Exercise: Every record gets copied exactly, and no picture goes with it.
____
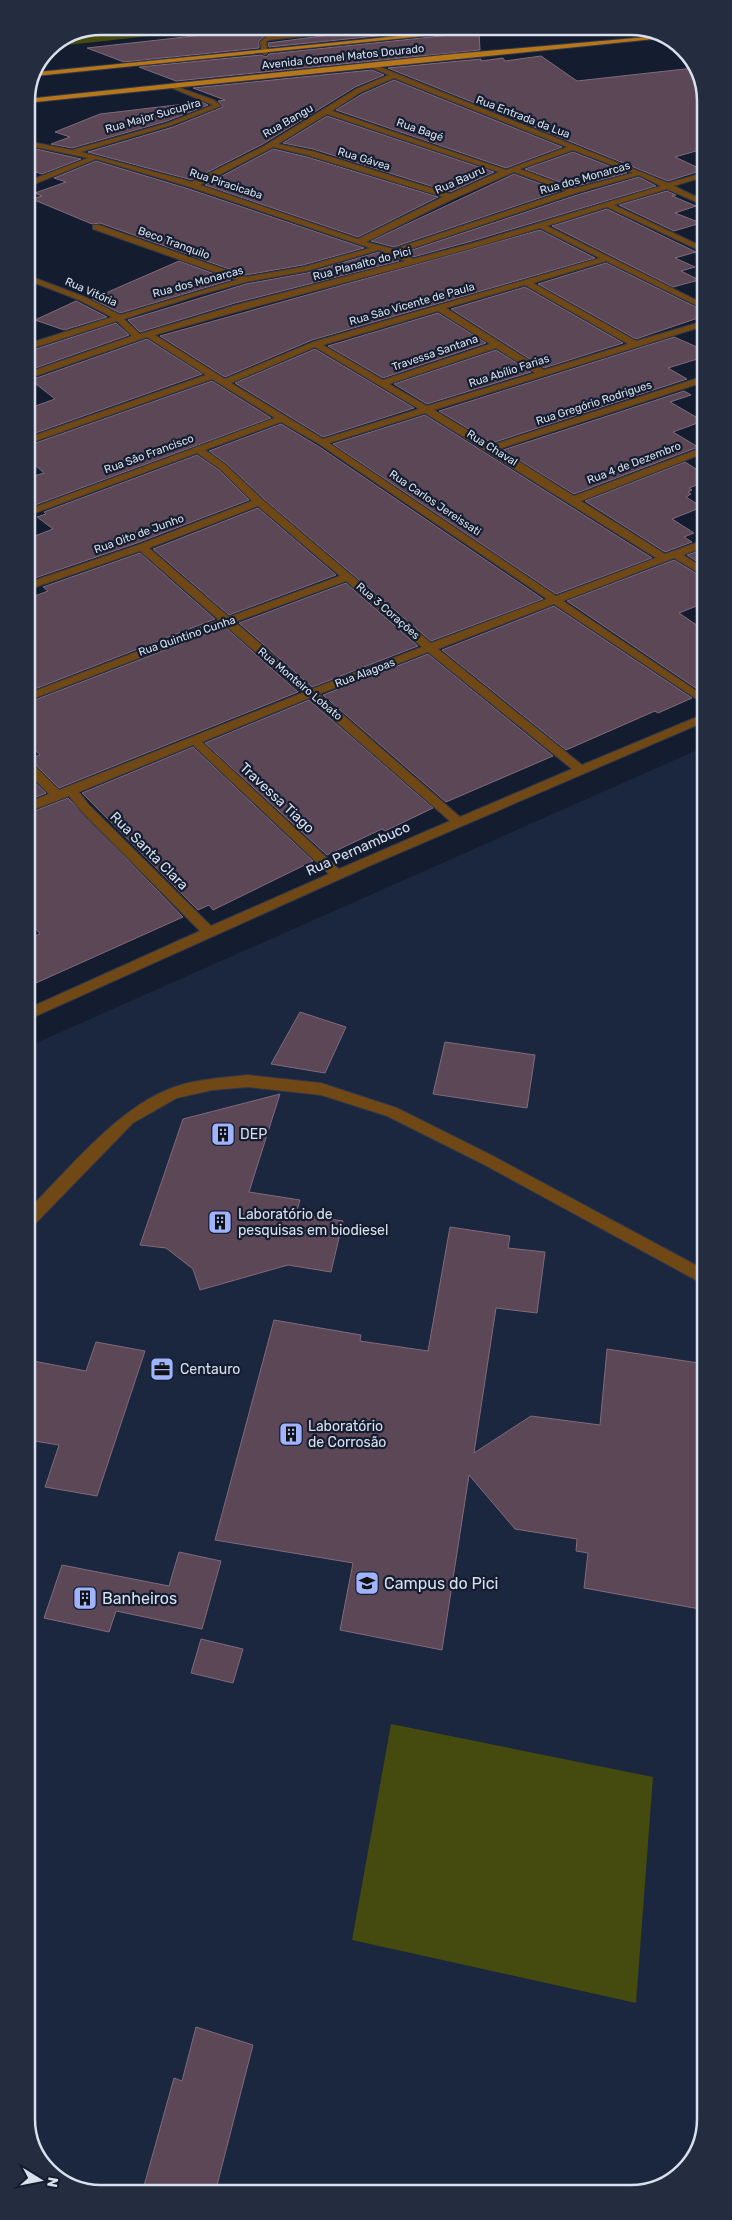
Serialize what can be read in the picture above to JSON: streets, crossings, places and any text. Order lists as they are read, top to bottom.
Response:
{
  "streets": {
    "main road": ["Avenida Coronel Matos Dourado"],
    "street": [
      "Rua Major Sucupira",
      "Rua Entrada da Lua",
      "Rua Bangu",
      "Rua Bagé",
      "Rua Gávea",
      "Rua dos Monarcas",
      "Rua Bauru",
      "Rua Piracicaba",
      "Beco Tranquilo",
      "Rua Planalto do Pici",
      "Rua Vitória",
      "Rua São Vicente de Paula",
      "Travessa Santana",
      "Rua Abílio Farias",
      "Rua Gregório Rodrigues",
      "Rua Chaval",
      "Rua São Francisco",
      "Rua 4 de Dezembro",
      "Rua Carlos Jereissati",
      "Rua Oito de Junho",
      "Rua 3 Corações",
      "Rua Quintino Cunha",
      "Rua Alagoas",
      "Rua Monteiro Lobato",
      "Travessa Tiago",
      "Rua Pernambuco",
      "Rua Santa Clara"
    ]
  },
  "crossings": [
    ["Avenida Coronel Matos Dourado", "Rua Major Sucupira"],
    ["Avenida Coronel Matos Dourado", "Rua Entrada da Lua"],
    ["Rua Major Sucupira", "Rua Piracicaba"],
    ["Rua Entrada da Lua", "Rua Bangu"],
    ["Rua Entrada da Lua", "Rua dos Monarcas"],
    ["Rua Entrada da Lua", "Rua Bauru"],
    ["Rua Entrada da Lua", "Rua Planalto do Pici"],
    ["Rua Bangu", "Rua Bagé"],
    ["Rua Bangu", "Rua Gávea"],
    ["Rua Bangu", "Rua Piracicaba"],
    ["Rua Bagé", "Rua Bauru"],
    ["Rua Gávea", "Rua Bauru"],
    ["Rua dos Monarcas", "Rua Piracicaba"],
    ["Rua dos Monarcas", "Beco Tranquilo"],
    ["Rua dos Monarcas", "Rua Vitória"],
    ["Rua Bauru", "Rua Piracicaba"],
    ["Rua Piracicaba", "Rua Planalto do Pici"],
    ["Rua Planalto do Pici", "Rua Vitória"],
    ["Rua Planalto do Pici", "Rua Carlos Jereissati"],
    ["Rua Vitória", "Rua Carlos Jereissati"],
    ["Rua São Vicente de Paula", "Rua Chaval"],
    ["Rua São Vicente de Paula", "Rua Carlos Jereissati"],
    ["Travessa Santana", "Rua Chaval"],
    ["Rua Abílio Farias", "Rua Chaval"],
    ["Rua Abílio Farias", "Rua Carlos Jereissati"],
    ["Rua Gregório Rodrigues", "Rua Chaval"],
    ["Rua Chaval", "Rua 4 de Dezembro"],
    ["Rua Chaval", "Rua Alagoas"],
    ["Rua São Francisco", "Rua Carlos Jereissati"],
    ["Rua São Francisco", "Rua 3 Corações"],
    ["Rua Carlos Jereissati", "Rua Alagoas"],
    ["Rua Oito de Junho", "Rua 3 Corações"],
    ["Rua Oito de Junho", "Rua Monteiro Lobato"],
    ["Rua 3 Corações", "Rua Quintino Cunha"],
    ["Rua 3 Corações", "Rua Alagoas"],
    ["Rua 3 Corações", "Rua Pernambuco"],
    ["Rua Quintino Cunha", "Rua Monteiro Lobato"],
    ["Rua Alagoas", "Rua Monteiro Lobato"],
    ["Rua Alagoas", "Travessa Tiago"],
    ["Rua Alagoas", "Rua Santa Clara"],
    ["Rua Monteiro Lobato", "Rua Pernambuco"],
    ["Travessa Tiago", "Rua Pernambuco"],
    ["Rua Pernambuco", "Rua Santa Clara"]
  ],
  "places": {
    "building": [
      "DEP",
      "Laboratório de pesquisas em biodiesel",
      "Laboratório de Corrosão",
      "Banheiros"
    ],
    "office": ["Centauro"],
    "school or university": ["Campus do Pici"]
  },
  "north": "right"
}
____
Output for this task:
Serialize what can be read in the picture above to JSON: streets, crossings, places and any text. Order lists as they are read, top to bottom.
Response:
{
  "streets": {
    "main road": ["Avenida Coronel Matos Dourado"],
    "street": [
      "Rua Major Sucupira",
      "Rua Entrada da Lua",
      "Rua Bangu",
      "Rua Bagé",
      "Rua Gávea",
      "Rua dos Monarcas",
      "Rua Bauru",
      "Rua Piracicaba",
      "Beco Tranquilo",
      "Rua Planalto do Pici",
      "Rua Vitória",
      "Rua São Vicente de Paula",
      "Travessa Santana",
      "Rua Abílio Farias",
      "Rua Gregório Rodrigues",
      "Rua Chaval",
      "Rua São Francisco",
      "Rua 4 de Dezembro",
      "Rua Carlos Jereissati",
      "Rua Oito de Junho",
      "Rua 3 Corações",
      "Rua Quintino Cunha",
      "Rua Alagoas",
      "Rua Monteiro Lobato",
      "Travessa Tiago",
      "Rua Pernambuco",
      "Rua Santa Clara"
    ]
  },
  "crossings": [
    ["Avenida Coronel Matos Dourado", "Rua Major Sucupira"],
    ["Avenida Coronel Matos Dourado", "Rua Entrada da Lua"],
    ["Rua Major Sucupira", "Rua Piracicaba"],
    ["Rua Entrada da Lua", "Rua Bangu"],
    ["Rua Entrada da Lua", "Rua dos Monarcas"],
    ["Rua Entrada da Lua", "Rua Bauru"],
    ["Rua Entrada da Lua", "Rua Planalto do Pici"],
    ["Rua Bangu", "Rua Bagé"],
    ["Rua Bangu", "Rua Gávea"],
    ["Rua Bangu", "Rua Piracicaba"],
    ["Rua Bagé", "Rua Bauru"],
    ["Rua Gávea", "Rua Bauru"],
    ["Rua dos Monarcas", "Rua Piracicaba"],
    ["Rua dos Monarcas", "Beco Tranquilo"],
    ["Rua dos Monarcas", "Rua Vitória"],
    ["Rua Bauru", "Rua Piracicaba"],
    ["Rua Piracicaba", "Rua Planalto do Pici"],
    ["Rua Planalto do Pici", "Rua Vitória"],
    ["Rua Planalto do Pici", "Rua Carlos Jereissati"],
    ["Rua Vitória", "Rua Carlos Jereissati"],
    ["Rua São Vicente de Paula", "Rua Chaval"],
    ["Rua São Vicente de Paula", "Rua Carlos Jereissati"],
    ["Travessa Santana", "Rua Chaval"],
    ["Rua Abílio Farias", "Rua Chaval"],
    ["Rua Abílio Farias", "Rua Carlos Jereissati"],
    ["Rua Gregório Rodrigues", "Rua Chaval"],
    ["Rua Chaval", "Rua 4 de Dezembro"],
    ["Rua Chaval", "Rua Alagoas"],
    ["Rua São Francisco", "Rua Carlos Jereissati"],
    ["Rua São Francisco", "Rua 3 Corações"],
    ["Rua Carlos Jereissati", "Rua Alagoas"],
    ["Rua Oito de Junho", "Rua 3 Corações"],
    ["Rua Oito de Junho", "Rua Monteiro Lobato"],
    ["Rua 3 Corações", "Rua Quintino Cunha"],
    ["Rua 3 Corações", "Rua Alagoas"],
    ["Rua 3 Corações", "Rua Pernambuco"],
    ["Rua Quintino Cunha", "Rua Monteiro Lobato"],
    ["Rua Alagoas", "Rua Monteiro Lobato"],
    ["Rua Alagoas", "Travessa Tiago"],
    ["Rua Alagoas", "Rua Santa Clara"],
    ["Rua Monteiro Lobato", "Rua Pernambuco"],
    ["Travessa Tiago", "Rua Pernambuco"],
    ["Rua Pernambuco", "Rua Santa Clara"]
  ],
  "places": {
    "building": [
      "DEP",
      "Laboratório de pesquisas em biodiesel",
      "Laboratório de Corrosão",
      "Banheiros"
    ],
    "office": ["Centauro"],
    "school or university": ["Campus do Pici"]
  },
  "north": "right"
}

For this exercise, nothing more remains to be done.